Dr. Edward Broughton pointed out a similarity between controlled trials and improvement interventions, for example, in RCTs we do not control for every aspect of someone’s life, just one particular element. Similarly, in interventions for improvement, we do not control every part of the intervention, just the principles that need to be applied. In a similar way, the “seething dichotomy” between P value-based statistics and run chart analyses belies the fact that elements of both can actually be combined.

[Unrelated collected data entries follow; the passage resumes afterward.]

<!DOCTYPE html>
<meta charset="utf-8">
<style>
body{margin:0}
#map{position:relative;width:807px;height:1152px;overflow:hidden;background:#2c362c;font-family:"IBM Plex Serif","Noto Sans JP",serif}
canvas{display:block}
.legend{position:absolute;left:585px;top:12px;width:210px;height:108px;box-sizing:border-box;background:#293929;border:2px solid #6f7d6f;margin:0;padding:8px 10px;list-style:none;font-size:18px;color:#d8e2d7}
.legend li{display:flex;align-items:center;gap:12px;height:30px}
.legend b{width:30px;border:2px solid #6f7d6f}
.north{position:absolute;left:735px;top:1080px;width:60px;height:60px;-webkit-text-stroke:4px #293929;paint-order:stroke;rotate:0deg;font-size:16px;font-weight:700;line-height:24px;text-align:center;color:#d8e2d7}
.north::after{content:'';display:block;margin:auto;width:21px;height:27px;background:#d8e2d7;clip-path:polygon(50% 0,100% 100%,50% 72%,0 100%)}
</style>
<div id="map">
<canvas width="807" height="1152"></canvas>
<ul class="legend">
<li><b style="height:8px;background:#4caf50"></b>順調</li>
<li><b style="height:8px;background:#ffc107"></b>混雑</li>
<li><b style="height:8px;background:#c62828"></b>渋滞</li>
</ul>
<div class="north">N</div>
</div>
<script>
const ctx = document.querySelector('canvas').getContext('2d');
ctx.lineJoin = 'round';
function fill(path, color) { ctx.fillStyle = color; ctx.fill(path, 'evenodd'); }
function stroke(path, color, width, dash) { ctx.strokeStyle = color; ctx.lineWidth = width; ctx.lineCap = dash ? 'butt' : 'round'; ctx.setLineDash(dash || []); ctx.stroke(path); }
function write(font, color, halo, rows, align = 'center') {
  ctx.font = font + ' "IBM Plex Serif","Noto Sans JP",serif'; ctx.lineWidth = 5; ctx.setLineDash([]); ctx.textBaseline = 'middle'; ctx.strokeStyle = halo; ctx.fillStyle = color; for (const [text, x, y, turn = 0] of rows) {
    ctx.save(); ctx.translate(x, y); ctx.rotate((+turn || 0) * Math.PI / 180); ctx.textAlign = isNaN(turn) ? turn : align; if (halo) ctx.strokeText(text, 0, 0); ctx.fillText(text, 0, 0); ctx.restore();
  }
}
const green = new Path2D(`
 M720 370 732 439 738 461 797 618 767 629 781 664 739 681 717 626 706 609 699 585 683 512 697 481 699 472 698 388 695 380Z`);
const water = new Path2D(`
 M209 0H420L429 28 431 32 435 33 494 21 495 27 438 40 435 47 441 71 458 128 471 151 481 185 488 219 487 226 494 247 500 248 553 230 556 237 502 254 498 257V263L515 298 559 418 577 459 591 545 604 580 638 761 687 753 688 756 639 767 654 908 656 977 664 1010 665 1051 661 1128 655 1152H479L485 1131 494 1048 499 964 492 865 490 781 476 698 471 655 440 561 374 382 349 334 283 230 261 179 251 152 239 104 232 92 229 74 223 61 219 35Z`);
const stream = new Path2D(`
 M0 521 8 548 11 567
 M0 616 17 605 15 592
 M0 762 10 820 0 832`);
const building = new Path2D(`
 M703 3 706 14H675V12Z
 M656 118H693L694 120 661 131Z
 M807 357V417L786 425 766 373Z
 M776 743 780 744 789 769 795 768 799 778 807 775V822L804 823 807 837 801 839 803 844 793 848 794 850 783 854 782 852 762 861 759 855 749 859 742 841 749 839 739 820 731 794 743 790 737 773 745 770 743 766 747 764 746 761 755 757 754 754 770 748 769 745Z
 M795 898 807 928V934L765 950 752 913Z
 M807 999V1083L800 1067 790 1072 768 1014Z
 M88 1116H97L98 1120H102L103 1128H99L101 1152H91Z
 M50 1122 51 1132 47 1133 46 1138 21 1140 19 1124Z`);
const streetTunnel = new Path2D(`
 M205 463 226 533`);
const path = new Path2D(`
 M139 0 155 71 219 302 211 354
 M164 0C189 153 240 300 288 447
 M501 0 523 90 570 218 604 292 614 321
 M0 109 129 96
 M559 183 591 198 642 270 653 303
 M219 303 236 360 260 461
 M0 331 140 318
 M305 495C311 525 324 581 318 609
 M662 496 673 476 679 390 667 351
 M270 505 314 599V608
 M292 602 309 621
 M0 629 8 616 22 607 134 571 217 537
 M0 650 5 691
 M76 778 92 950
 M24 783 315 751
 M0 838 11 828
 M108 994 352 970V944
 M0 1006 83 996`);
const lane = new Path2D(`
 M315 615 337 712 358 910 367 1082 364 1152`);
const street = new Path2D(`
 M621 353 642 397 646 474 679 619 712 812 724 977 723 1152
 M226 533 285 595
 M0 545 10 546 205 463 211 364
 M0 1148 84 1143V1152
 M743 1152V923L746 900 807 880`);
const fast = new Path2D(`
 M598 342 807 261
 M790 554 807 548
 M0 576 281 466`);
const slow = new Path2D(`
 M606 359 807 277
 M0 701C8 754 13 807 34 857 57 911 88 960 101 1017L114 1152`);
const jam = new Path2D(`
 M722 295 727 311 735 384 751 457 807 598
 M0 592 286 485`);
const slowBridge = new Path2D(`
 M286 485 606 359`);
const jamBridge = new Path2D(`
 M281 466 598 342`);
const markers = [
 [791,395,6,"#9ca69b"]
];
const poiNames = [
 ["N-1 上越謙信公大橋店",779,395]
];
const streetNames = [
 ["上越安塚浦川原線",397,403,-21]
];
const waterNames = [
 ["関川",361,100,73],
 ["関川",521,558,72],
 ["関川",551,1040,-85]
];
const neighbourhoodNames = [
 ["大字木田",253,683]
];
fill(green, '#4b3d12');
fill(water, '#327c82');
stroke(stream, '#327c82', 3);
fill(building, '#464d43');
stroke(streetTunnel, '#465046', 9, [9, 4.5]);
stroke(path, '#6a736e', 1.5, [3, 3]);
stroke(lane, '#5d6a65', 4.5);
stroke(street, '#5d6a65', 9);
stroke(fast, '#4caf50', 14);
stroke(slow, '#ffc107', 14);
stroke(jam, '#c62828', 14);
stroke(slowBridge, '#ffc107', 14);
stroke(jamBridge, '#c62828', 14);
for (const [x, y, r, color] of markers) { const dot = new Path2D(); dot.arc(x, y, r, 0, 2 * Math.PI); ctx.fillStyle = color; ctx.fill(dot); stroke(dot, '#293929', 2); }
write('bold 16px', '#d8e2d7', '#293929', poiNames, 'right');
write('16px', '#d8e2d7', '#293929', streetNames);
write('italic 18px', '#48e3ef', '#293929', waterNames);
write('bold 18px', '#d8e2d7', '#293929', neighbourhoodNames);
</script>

This point was expanded upon in Broughton and Bossert’s response to a question from Esther Karamagi, Senior Quality Improvement Advisor, in the USAID ASSIST Project office in Uganda. Karamagi asked about the role of controls in day-to-day decisions on how one change leads to improvement. Broughton acknowledged the Project’s constraints in collecting control data, as we cannot collect data from facilities that we are not working in. Therefore, we must determine a somewhat lower or more practical level of evidence to go forward with an intervention. However, Bossert added that there may be ways to strengthen the evidence by identifying controls among other project sites, as long as the patients have similar characteristics.
In conclusion, the panelists commented that hybrid approaches can be a powerful way to triangulate evidence for causal inference. Additionally, the panelists emphasized the need to advocate to donors to provide the resources and incentives to perform this sort of work in the field contexts that we operate.